_About this task_
Each entry should be quoted word for word, including every mark of punctuation.

*** Opening Data for analysis ***

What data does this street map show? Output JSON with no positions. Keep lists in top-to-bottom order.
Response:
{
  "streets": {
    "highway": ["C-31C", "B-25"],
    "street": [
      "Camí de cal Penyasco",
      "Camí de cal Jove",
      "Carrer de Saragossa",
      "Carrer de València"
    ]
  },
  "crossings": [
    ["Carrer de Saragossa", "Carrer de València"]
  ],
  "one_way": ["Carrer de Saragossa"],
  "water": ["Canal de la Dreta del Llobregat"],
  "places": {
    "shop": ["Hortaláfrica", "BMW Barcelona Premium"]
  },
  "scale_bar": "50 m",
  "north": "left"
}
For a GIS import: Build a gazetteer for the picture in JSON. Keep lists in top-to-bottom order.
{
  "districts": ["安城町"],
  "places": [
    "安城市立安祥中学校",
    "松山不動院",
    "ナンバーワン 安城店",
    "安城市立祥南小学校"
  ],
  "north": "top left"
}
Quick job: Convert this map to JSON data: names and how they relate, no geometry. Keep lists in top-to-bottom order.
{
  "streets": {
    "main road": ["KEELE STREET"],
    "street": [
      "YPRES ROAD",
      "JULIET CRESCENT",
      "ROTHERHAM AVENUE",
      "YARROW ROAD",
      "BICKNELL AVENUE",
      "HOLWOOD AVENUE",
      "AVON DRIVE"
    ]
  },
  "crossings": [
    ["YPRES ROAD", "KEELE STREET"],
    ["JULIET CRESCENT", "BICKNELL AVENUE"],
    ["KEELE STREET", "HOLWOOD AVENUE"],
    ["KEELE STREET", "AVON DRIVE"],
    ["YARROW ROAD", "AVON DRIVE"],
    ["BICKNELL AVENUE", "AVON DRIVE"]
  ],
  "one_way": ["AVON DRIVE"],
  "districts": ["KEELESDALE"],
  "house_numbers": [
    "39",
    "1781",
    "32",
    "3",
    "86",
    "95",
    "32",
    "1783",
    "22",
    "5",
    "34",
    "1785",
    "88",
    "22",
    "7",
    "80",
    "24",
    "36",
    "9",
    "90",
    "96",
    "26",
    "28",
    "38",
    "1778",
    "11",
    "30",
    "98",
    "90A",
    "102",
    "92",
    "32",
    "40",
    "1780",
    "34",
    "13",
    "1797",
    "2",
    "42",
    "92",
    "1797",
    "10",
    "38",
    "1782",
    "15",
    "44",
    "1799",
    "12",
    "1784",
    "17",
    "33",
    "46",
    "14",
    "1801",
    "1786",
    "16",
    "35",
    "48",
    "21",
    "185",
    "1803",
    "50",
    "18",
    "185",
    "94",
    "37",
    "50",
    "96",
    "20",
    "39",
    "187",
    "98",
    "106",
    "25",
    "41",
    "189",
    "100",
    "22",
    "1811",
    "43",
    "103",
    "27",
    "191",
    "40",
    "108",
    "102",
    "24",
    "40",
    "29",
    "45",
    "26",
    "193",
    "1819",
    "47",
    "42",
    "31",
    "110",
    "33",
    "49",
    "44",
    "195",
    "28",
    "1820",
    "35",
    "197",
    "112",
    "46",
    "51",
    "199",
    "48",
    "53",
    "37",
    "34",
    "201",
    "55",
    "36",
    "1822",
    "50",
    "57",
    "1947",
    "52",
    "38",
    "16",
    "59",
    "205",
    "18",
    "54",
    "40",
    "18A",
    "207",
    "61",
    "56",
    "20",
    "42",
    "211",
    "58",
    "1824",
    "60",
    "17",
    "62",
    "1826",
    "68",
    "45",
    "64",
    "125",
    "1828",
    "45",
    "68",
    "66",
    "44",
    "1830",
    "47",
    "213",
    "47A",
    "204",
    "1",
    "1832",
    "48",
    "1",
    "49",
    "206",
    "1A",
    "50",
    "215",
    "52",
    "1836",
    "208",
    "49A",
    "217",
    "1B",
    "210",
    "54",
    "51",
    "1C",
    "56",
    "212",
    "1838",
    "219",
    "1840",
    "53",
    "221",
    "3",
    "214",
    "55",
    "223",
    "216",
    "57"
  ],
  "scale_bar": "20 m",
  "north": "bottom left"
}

*** Closing Data for analysis ***

_Answer for the task_
What data does this street map show? Output JSON with no positions. Keep lists in top-to-bottom order.
Response:
{
  "streets": {
    "highway": ["C-31C", "B-25"],
    "street": [
      "Camí de cal Penyasco",
      "Camí de cal Jove",
      "Carrer de Saragossa",
      "Carrer de València"
    ]
  },
  "crossings": [
    ["Carrer de Saragossa", "Carrer de València"]
  ],
  "one_way": ["Carrer de Saragossa"],
  "water": ["Canal de la Dreta del Llobregat"],
  "places": {
    "shop": ["Hortaláfrica", "BMW Barcelona Premium"]
  },
  "scale_bar": "50 m",
  "north": "left"
}
For a GIS import: Build a gazetteer for the picture in JSON. Keep lists in top-to-bottom order.
{
  "districts": ["安城町"],
  "places": [
    "安城市立安祥中学校",
    "松山不動院",
    "ナンバーワン 安城店",
    "安城市立祥南小学校"
  ],
  "north": "top left"
}
Quick job: Convert this map to JSON data: names and how they relate, no geometry. Keep lists in top-to-bottom order.
{
  "streets": {
    "main road": ["KEELE STREET"],
    "street": [
      "YPRES ROAD",
      "JULIET CRESCENT",
      "ROTHERHAM AVENUE",
      "YARROW ROAD",
      "BICKNELL AVENUE",
      "HOLWOOD AVENUE",
      "AVON DRIVE"
    ]
  },
  "crossings": [
    ["YPRES ROAD", "KEELE STREET"],
    ["JULIET CRESCENT", "BICKNELL AVENUE"],
    ["KEELE STREET", "HOLWOOD AVENUE"],
    ["KEELE STREET", "AVON DRIVE"],
    ["YARROW ROAD", "AVON DRIVE"],
    ["BICKNELL AVENUE", "AVON DRIVE"]
  ],
  "one_way": ["AVON DRIVE"],
  "districts": ["KEELESDALE"],
  "house_numbers": [
    "39",
    "1781",
    "32",
    "3",
    "86",
    "95",
    "32",
    "1783",
    "22",
    "5",
    "34",
    "1785",
    "88",
    "22",
    "7",
    "80",
    "24",
    "36",
    "9",
    "90",
    "96",
    "26",
    "28",
    "38",
    "1778",
    "11",
    "30",
    "98",
    "90A",
    "102",
    "92",
    "32",
    "40",
    "1780",
    "34",
    "13",
    "1797",
    "2",
    "42",
    "92",
    "1797",
    "10",
    "38",
    "1782",
    "15",
    "44",
    "1799",
    "12",
    "1784",
    "17",
    "33",
    "46",
    "14",
    "1801",
    "1786",
    "16",
    "35",
    "48",
    "21",
    "185",
    "1803",
    "50",
    "18",
    "185",
    "94",
    "37",
    "50",
    "96",
    "20",
    "39",
    "187",
    "98",
    "106",
    "25",
    "41",
    "189",
    "100",
    "22",
    "1811",
    "43",
    "103",
    "27",
    "191",
    "40",
    "108",
    "102",
    "24",
    "40",
    "29",
    "45",
    "26",
    "193",
    "1819",
    "47",
    "42",
    "31",
    "110",
    "33",
    "49",
    "44",
    "195",
    "28",
    "1820",
    "35",
    "197",
    "112",
    "46",
    "51",
    "199",
    "48",
    "53",
    "37",
    "34",
    "201",
    "55",
    "36",
    "1822",
    "50",
    "57",
    "1947",
    "52",
    "38",
    "16",
    "59",
    "205",
    "18",
    "54",
    "40",
    "18A",
    "207",
    "61",
    "56",
    "20",
    "42",
    "211",
    "58",
    "1824",
    "60",
    "17",
    "62",
    "1826",
    "68",
    "45",
    "64",
    "125",
    "1828",
    "45",
    "68",
    "66",
    "44",
    "1830",
    "47",
    "213",
    "47A",
    "204",
    "1",
    "1832",
    "48",
    "1",
    "49",
    "206",
    "1A",
    "50",
    "215",
    "52",
    "1836",
    "208",
    "49A",
    "217",
    "1B",
    "210",
    "54",
    "51",
    "1C",
    "56",
    "212",
    "1838",
    "219",
    "1840",
    "53",
    "221",
    "3",
    "214",
    "55",
    "223",
    "216",
    "57"
  ],
  "scale_bar": "20 m",
  "north": "bottom left"
}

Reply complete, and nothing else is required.